SHANE KERR: Is that because of election politics in the US? Why is it screwed then, I am just wondering? I have another hard question after this, so this is good.

ATHINA FRAGKOULI: It's to do with the contract.

NURANI NIMPUNO: I should not have used such ‑‑ we are not all screwed. But the contract expires 2016, and then, yes, there will be an election, and the likelihood of this happening then is very low. It doesn't mean we are screwed, we are not screwed, not yet. But I would prefer to not have to consider the option of being screwed.


PAUL RENDEK: Yes it could be delayed and we wouldn't know, 2010 would come back on the table again. You have got the US Government playing here and the actual contract and be careful, you have got politics from other stakeholders, it's not just about ‑‑ we are here, we understand our community very well. There are communities out there that are not actually on our side and they carry a lot of weight, if not in some cases surprisingly enough a lot more weight than would you expect. So, there are a lot of moving parts again that would make this happen. Are we with afraid if it didn't go through? Probably not. I think we are quite strong in our position but it would be a big shame and I think that the delay would be, would just set us all back in the whole idea of this bottom up opening inclusive way that we like to work and we would like to see that this system works and we can actually get something done with it, it's very important.

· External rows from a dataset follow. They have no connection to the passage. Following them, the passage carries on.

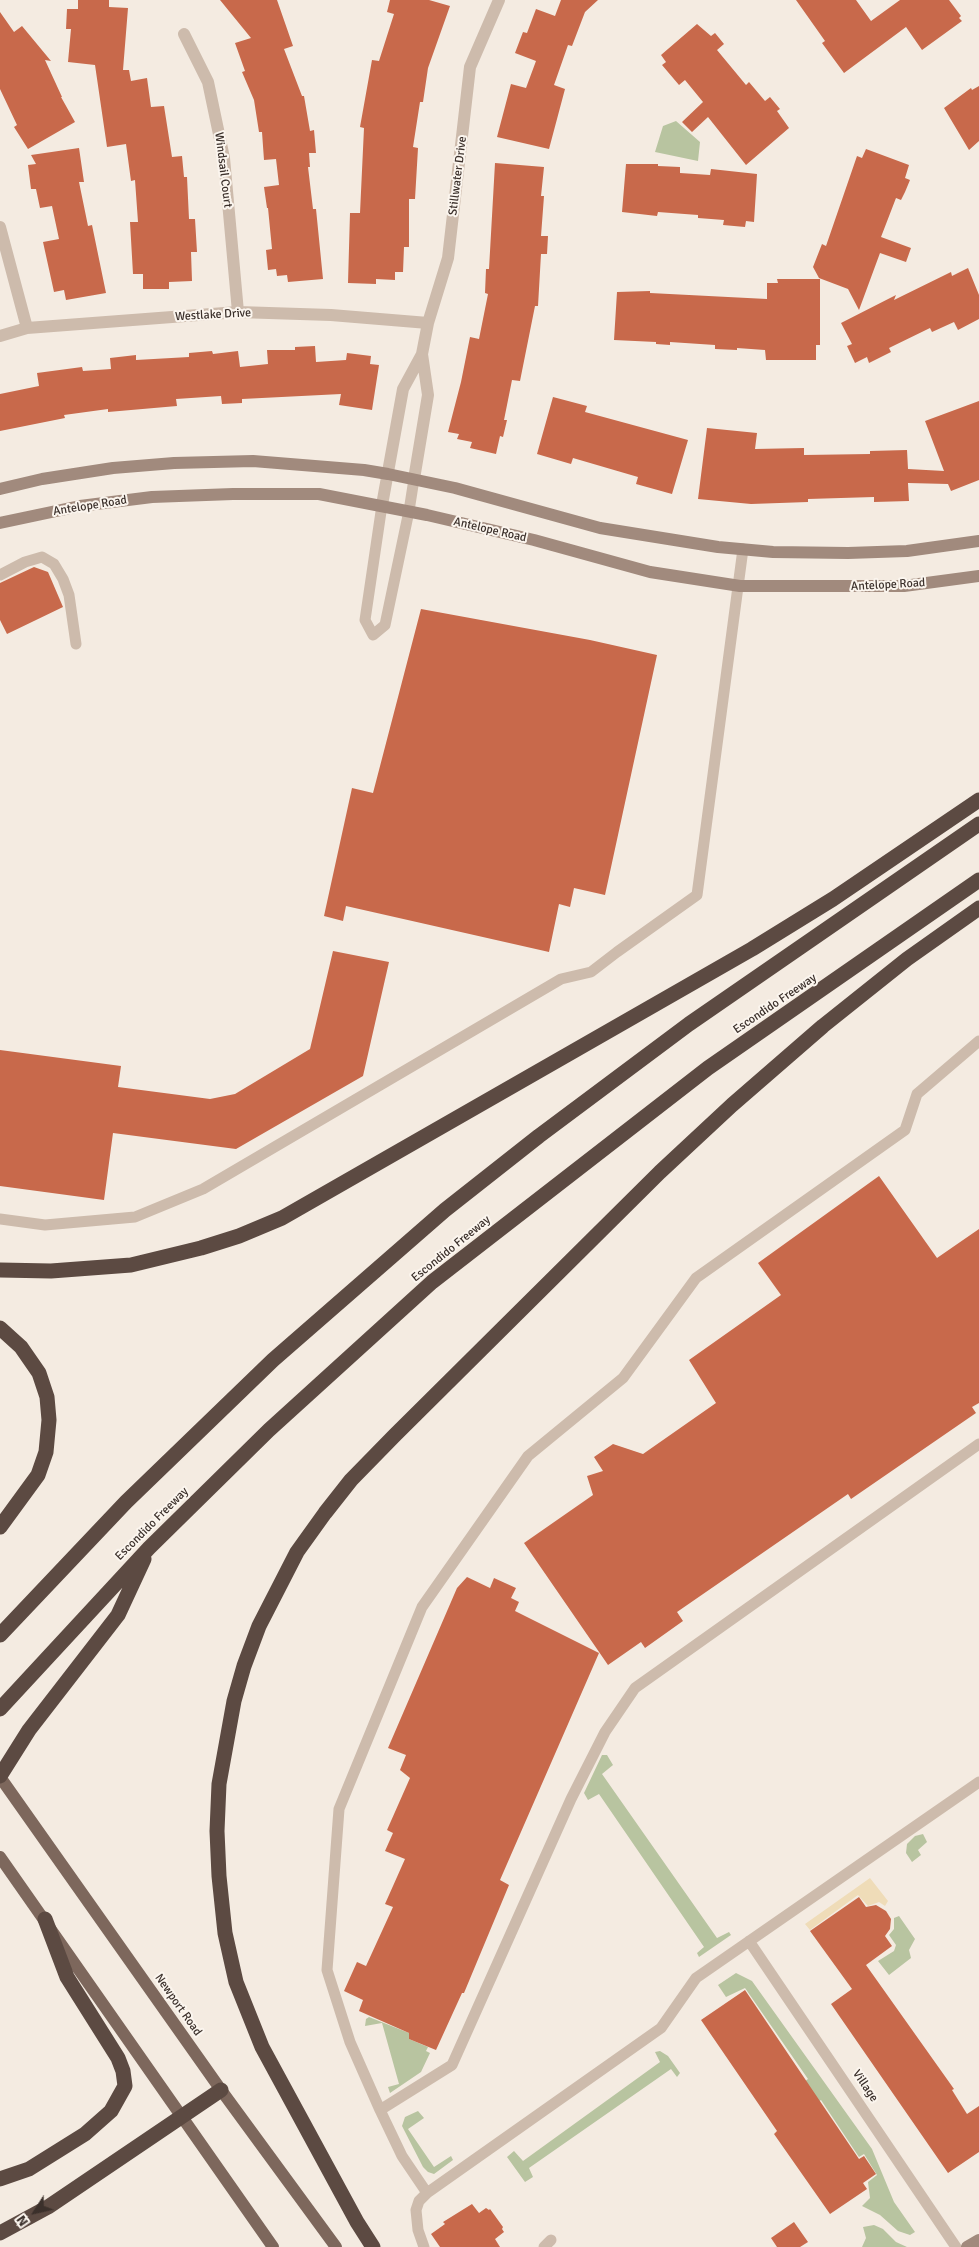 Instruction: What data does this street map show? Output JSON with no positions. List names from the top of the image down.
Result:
{
  "streets": {
    "highway": ["Escondido Freeway"],
    "main road": ["Antelope Road", "Newport Road"],
    "street": ["Windsail Court", "Stillwater Drive", "Westlake Drive"],
    "lane": ["Village"]
  },
  "crossings": [
    ["Windsail Court", "Westlake Drive"],
    ["Stillwater Drive", "Westlake Drive"],
    ["Stillwater Drive", "Antelope Road"]
  ],
  "north": "bottom left"
}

SHANE KERR: I do have another question but it's not short. I will wait.

AUDIENCE SPEAKER: Maybe I want to generalise two previous questions and ask OK, we are here networking guys and only one network guys among you. We as network guys always have a backup, backup channel, backup configuration, equipment and so on, and we have not heard about any back‑ups from you. Because OK, Nurani answered my question ‑‑ that is not a backup. I try to improve this work to have a backup ‑‑ OK, as previously was said, name communities too slow and don't want, okay bye‑bye, and does not ‑‑ does not ‑‑ this is our database, have you looked for root zone files, go away. But addresses our our, RIPE database is our set. But question about backup and alternative ways of what you will do but OK, let's shift and have champagne in 2017 is not an answer.

NURANI NIMPUNO: I am not quite sure how to answer your question. I mean, in a transition, if you don't manage to transition you role back, right?

AUDIENCE SPEAKER: Why you work so much? Did you a lot of work and now, OK, we are rolling back now.

NURANI NIMPUNO: I guess, I mean, we are committed to the transition, we want the transition but we are not the only players here, right? So it is a game and we have to play nicely with everyone else, we still think that this is achievable, we still think that the accountability group will finalise their work in January and that we will have our transition in September. So, at the moment, we are focused on that.

AUDIENCE SPEAKER: Consider it as request to have plan B, at least at RIPE 72.

NURANI NIMPUNO: Well at RIPE 72 we will know if we have met the time lines or not.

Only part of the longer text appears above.